- TRY IT: Some of the lines below need repeating. Reproduce exactly those between the lines holding "Annotate the street" and "Localize all text and symbols in this street", inclusive.

== THE RECORDS

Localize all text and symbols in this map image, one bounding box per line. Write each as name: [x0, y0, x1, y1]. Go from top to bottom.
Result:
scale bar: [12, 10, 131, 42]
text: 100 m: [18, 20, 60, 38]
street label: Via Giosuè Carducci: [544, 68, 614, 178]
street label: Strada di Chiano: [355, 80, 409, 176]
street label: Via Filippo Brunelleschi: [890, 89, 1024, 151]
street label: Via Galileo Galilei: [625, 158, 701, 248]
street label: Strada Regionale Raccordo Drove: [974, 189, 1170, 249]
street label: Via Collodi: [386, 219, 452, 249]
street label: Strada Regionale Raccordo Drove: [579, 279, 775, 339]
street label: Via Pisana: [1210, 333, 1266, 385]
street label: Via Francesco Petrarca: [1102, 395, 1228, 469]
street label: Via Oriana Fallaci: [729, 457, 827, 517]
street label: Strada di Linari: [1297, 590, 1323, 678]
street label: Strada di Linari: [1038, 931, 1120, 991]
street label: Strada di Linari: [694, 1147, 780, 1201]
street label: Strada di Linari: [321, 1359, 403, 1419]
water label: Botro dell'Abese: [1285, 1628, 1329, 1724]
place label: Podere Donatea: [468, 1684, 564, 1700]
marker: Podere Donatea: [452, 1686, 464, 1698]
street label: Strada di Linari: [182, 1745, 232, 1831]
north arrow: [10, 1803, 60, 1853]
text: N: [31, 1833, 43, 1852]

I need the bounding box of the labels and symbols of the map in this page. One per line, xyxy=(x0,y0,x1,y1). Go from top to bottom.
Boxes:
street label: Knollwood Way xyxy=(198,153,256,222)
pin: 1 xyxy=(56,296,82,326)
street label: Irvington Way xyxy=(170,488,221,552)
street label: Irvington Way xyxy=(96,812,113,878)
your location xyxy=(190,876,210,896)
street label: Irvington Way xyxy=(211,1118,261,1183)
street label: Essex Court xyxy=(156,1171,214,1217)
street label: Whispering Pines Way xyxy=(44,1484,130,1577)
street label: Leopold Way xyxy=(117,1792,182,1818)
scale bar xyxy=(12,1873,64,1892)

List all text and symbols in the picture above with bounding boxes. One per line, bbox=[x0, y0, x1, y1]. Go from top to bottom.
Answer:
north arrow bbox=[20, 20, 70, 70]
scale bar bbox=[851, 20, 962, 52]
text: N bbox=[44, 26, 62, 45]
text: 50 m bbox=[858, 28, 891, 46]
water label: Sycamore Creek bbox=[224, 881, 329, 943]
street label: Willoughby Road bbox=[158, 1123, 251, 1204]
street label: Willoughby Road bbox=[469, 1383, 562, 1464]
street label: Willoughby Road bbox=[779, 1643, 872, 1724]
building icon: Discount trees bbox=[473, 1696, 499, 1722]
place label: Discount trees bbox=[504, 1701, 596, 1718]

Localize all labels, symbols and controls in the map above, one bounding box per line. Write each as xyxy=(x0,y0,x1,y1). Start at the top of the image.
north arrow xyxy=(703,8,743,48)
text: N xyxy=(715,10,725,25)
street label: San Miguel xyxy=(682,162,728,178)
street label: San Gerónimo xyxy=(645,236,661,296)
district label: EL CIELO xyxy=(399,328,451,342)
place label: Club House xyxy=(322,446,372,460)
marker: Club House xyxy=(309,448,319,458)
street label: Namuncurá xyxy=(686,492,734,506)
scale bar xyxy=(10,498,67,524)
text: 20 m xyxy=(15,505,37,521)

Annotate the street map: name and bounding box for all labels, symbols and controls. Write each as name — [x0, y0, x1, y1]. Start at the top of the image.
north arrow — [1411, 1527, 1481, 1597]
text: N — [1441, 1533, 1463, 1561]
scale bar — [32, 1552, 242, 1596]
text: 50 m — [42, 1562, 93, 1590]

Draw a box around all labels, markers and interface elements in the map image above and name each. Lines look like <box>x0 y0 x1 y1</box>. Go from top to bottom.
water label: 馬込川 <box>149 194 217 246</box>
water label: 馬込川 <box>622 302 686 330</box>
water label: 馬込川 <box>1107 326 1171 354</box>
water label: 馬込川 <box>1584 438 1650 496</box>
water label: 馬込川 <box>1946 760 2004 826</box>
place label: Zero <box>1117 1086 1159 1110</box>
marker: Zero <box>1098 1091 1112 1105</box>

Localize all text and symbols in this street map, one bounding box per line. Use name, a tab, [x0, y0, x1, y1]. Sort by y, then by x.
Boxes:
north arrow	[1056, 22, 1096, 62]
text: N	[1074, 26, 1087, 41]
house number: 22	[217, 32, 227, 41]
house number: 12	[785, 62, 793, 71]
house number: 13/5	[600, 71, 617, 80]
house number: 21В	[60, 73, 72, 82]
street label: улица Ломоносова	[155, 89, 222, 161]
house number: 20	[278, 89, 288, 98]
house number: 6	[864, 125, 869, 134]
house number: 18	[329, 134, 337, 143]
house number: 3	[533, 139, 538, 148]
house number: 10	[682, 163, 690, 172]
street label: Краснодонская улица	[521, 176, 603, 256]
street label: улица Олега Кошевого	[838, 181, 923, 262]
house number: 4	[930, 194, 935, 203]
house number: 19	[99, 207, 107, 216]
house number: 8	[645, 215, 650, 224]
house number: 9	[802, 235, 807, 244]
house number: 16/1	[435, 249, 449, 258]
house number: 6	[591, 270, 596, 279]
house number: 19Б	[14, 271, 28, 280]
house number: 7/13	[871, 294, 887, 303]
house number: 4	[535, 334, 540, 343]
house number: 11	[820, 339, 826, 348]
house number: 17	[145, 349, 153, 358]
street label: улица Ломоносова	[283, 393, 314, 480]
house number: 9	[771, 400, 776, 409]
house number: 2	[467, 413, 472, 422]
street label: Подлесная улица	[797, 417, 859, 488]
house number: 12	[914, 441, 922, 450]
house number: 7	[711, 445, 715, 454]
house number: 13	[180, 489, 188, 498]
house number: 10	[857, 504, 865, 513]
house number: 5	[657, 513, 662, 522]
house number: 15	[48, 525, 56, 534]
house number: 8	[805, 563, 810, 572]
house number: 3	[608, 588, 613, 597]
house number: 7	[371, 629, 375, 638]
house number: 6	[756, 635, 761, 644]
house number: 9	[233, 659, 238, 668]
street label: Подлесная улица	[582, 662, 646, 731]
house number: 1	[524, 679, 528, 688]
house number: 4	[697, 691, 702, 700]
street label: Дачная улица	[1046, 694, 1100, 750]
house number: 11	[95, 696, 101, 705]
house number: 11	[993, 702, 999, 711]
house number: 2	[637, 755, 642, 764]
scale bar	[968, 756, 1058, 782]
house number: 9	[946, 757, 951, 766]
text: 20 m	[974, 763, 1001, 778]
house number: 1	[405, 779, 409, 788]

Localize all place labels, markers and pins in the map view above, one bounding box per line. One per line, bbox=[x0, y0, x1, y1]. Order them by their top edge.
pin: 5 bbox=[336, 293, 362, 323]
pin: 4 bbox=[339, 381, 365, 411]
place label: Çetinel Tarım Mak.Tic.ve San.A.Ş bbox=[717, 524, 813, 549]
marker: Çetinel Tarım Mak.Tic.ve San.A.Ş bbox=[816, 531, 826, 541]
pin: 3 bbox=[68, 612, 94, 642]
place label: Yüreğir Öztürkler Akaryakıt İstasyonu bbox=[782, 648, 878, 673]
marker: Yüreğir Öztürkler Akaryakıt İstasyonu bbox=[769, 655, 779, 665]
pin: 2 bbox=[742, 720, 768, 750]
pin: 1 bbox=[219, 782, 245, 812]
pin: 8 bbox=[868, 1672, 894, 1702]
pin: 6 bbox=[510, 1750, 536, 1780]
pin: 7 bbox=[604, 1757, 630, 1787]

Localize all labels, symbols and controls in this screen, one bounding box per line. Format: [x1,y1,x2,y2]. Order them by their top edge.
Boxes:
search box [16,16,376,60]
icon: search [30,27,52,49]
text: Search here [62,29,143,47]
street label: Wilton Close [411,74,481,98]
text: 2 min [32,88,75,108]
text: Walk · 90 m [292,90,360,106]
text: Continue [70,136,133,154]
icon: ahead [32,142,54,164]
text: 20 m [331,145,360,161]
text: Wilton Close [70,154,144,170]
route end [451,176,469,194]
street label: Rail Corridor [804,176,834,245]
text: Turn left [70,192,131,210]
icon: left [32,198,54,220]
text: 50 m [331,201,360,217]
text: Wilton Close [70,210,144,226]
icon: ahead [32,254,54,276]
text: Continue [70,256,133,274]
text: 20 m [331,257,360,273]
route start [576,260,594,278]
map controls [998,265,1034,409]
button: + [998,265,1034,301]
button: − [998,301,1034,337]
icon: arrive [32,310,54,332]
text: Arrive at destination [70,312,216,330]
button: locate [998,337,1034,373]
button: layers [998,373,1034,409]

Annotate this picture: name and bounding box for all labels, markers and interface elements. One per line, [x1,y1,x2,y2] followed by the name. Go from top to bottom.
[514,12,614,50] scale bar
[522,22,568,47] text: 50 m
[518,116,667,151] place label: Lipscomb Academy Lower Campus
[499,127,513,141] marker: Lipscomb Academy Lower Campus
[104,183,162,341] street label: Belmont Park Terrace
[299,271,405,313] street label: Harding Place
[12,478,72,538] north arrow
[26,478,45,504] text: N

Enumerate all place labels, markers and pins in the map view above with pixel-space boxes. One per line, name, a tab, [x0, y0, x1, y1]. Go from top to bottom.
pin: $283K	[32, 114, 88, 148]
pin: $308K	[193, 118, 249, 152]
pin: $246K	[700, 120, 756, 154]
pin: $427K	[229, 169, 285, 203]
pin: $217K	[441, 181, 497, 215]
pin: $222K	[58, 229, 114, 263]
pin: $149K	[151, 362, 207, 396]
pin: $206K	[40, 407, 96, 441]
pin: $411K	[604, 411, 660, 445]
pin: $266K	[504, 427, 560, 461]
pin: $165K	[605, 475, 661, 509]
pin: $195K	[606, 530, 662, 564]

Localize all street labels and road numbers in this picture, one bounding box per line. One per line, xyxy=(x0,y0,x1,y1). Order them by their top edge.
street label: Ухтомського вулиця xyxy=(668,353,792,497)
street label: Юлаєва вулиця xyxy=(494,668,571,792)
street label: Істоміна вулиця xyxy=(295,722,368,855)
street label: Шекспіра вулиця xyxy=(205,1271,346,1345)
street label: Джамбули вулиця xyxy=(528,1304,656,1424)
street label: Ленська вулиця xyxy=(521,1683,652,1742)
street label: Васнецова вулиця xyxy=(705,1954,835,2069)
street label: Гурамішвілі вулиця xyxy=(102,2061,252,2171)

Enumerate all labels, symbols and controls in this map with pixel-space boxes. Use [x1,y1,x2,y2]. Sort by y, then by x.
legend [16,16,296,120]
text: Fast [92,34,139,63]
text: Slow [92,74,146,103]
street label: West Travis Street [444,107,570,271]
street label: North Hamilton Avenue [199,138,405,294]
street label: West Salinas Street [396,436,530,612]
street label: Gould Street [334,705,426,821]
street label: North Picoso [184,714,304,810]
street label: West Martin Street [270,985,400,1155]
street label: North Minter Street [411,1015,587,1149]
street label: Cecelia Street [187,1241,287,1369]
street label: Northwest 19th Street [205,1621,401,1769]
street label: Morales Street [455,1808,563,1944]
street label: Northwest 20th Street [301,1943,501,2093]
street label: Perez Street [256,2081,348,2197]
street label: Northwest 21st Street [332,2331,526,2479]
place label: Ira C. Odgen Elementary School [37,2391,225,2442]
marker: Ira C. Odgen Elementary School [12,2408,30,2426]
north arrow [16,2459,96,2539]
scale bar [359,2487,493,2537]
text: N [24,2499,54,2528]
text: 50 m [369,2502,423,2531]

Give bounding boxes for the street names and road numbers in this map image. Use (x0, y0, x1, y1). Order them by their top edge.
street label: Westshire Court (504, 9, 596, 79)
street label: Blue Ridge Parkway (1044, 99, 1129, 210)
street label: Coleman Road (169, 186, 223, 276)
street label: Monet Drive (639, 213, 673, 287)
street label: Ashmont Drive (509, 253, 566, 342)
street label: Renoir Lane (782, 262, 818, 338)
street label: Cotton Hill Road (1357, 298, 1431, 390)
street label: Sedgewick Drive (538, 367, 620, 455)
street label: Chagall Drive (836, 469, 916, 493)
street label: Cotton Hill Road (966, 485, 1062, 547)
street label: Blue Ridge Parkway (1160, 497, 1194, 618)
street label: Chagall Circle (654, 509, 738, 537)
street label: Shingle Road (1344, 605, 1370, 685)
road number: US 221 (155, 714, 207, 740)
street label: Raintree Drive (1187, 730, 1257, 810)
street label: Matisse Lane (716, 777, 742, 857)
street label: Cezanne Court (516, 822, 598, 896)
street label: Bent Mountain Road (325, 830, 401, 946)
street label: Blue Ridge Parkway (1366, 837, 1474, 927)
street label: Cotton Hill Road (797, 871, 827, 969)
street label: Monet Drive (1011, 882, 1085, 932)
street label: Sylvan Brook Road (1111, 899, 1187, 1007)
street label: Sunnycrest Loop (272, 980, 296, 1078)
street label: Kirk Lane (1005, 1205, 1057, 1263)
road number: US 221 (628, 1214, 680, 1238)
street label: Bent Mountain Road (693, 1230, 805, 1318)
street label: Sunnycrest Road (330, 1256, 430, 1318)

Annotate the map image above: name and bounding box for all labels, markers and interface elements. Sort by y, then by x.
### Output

====

- WRITTEN REPLY:
Annotate the street map: name and bounding box for all labels, symbols and controls. Write each as name — [x0, y0, x1, y1]. Start at the top of the image.
north arrow — [1411, 1527, 1481, 1597]
text: N — [1441, 1533, 1463, 1561]
scale bar — [32, 1552, 242, 1596]
text: 50 m — [42, 1562, 93, 1590]

Draw a box around all labels, markers and interface elements in the map image above and name each. Lines look like <box>x0 y0 x1 y1</box>. Go from top to bottom.
water label: 馬込川 <box>149 194 217 246</box>
water label: 馬込川 <box>622 302 686 330</box>
water label: 馬込川 <box>1107 326 1171 354</box>
water label: 馬込川 <box>1584 438 1650 496</box>
water label: 馬込川 <box>1946 760 2004 826</box>
place label: Zero <box>1117 1086 1159 1110</box>
marker: Zero <box>1098 1091 1112 1105</box>

Localize all text and symbols in this street map, one bounding box per line. Use name, a tab, [x0, y0, x1, y1]. Sort by y, then by x.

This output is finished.